Use MgC storage migration workflows to migrate data from Ceph to Huawei Cloud OBS using HTTP.

Supported Regions

The following regions are supported:

  • LA-Santiago
  • LA-Sao Paulo
  • TR-Istanbul
  • AP-Bangkok
  • AP-Singapore
  • AP-Jakarta
  • ME-Riyadh

A single object cannot be larger than 4.76837158203125 TB (500 MB x 10,000). Otherwise, the migration may fail.

Preparations

  • Preparing a Huawei account

    Before using MgC, prepare a HUAWEI ID or an IAM user that can access MgC and obtain an AK/SK pair for the account or IAM user. For details about how to obtain an access key, see Making Preparations.

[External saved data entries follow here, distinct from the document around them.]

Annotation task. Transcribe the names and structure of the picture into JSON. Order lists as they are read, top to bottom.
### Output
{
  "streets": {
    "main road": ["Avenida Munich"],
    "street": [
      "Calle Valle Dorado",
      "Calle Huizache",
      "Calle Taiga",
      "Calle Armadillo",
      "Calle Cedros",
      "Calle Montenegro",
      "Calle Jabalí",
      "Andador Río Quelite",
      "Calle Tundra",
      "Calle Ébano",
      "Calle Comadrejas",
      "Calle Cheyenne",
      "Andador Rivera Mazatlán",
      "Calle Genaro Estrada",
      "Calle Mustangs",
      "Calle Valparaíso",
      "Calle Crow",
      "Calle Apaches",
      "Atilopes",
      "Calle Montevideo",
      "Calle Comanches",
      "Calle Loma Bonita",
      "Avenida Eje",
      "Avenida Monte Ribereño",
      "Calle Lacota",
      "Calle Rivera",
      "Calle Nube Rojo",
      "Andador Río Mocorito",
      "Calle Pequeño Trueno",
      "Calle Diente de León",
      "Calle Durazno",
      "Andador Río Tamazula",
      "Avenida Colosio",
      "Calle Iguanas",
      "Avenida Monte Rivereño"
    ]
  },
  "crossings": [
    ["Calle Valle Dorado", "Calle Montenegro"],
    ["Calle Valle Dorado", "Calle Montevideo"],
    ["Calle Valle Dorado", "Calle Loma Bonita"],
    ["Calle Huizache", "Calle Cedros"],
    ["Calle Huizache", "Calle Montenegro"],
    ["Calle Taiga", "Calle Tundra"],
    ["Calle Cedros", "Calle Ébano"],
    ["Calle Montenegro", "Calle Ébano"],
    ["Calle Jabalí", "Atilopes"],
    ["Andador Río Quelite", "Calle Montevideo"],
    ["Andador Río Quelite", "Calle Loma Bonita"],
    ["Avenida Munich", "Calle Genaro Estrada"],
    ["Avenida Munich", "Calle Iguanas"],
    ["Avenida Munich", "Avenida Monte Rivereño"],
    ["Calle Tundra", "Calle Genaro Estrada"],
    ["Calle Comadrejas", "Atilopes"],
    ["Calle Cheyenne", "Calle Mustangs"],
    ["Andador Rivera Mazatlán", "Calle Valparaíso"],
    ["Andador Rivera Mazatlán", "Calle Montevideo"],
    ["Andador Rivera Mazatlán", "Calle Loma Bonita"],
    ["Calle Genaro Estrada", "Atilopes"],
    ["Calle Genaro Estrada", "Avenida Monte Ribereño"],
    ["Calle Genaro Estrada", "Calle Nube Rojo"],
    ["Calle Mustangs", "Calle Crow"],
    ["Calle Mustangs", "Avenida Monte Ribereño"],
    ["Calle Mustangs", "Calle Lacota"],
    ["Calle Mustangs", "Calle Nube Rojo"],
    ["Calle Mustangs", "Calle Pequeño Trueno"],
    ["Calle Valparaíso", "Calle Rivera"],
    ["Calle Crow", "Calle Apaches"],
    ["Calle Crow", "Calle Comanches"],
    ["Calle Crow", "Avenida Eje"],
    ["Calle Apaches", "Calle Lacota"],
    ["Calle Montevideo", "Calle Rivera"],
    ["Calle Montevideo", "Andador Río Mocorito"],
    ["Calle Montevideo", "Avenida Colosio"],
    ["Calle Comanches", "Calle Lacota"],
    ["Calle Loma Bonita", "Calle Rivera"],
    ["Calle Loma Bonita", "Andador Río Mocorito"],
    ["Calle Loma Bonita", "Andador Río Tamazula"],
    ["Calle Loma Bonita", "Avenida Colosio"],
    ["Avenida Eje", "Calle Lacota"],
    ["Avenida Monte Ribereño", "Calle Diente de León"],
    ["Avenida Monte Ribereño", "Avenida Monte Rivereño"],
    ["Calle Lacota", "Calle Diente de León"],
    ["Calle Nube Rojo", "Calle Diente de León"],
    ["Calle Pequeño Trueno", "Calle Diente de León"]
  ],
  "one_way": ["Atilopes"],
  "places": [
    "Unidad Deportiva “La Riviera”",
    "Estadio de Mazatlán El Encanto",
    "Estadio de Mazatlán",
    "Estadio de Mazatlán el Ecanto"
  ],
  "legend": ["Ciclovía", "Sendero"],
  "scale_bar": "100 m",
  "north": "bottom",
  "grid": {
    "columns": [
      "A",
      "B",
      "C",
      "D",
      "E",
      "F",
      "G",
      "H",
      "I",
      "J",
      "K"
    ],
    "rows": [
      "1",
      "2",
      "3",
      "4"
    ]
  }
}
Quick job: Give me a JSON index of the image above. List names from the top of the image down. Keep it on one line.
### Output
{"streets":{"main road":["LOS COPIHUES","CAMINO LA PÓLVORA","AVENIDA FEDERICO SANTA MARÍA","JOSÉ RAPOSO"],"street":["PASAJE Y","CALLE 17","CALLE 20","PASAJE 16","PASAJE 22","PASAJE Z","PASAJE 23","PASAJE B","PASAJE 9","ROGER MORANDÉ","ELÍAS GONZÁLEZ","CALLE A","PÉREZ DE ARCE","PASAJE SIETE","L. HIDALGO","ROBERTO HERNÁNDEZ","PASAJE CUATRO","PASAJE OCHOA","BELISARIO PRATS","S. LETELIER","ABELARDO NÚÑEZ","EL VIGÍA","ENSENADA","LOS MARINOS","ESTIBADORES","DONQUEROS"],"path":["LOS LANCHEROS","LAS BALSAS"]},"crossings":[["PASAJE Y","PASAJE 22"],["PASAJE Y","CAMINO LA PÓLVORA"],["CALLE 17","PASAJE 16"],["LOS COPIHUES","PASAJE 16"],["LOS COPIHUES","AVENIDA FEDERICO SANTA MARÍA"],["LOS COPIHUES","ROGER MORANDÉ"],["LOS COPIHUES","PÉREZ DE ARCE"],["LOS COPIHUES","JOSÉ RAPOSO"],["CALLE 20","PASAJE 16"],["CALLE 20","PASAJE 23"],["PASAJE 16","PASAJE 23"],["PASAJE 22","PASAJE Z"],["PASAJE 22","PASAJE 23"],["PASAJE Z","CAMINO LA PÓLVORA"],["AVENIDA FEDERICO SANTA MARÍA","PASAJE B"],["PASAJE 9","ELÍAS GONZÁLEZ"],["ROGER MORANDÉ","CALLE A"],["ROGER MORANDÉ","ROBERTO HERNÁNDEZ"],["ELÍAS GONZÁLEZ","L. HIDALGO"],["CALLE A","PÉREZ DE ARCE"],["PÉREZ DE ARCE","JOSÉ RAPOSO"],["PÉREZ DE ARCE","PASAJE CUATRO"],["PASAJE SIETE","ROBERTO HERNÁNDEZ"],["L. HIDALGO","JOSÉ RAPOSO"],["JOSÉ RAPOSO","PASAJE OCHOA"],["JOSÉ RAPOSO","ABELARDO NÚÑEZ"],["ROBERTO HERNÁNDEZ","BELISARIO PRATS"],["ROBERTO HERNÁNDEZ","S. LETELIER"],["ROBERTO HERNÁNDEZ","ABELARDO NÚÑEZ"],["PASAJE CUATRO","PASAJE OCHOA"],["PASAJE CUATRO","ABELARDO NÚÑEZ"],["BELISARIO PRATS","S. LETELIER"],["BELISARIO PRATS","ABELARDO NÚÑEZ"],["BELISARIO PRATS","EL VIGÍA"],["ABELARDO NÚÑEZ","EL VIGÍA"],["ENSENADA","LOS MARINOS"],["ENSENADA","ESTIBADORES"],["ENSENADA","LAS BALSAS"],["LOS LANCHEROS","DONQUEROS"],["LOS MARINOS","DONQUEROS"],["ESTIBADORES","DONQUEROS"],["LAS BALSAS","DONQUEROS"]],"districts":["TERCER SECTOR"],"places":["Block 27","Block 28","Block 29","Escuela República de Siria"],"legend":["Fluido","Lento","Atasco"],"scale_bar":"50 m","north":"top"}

  • Creating a migration project

    On the MgC console, create a migration project. For details, see Managing Migration Projects.

  • Creating an OBS bucket

    On Huawei Cloud OBS, create a Standard bucket in the target region for storing URL list files and receiving source data. For details, see Creating a Bucket.

    If an IAM user is used for migration, the IAM user must have the read and write permissions for the target bucket. For details, see Granting an IAM User the Read/Write Permissions for a Bucket.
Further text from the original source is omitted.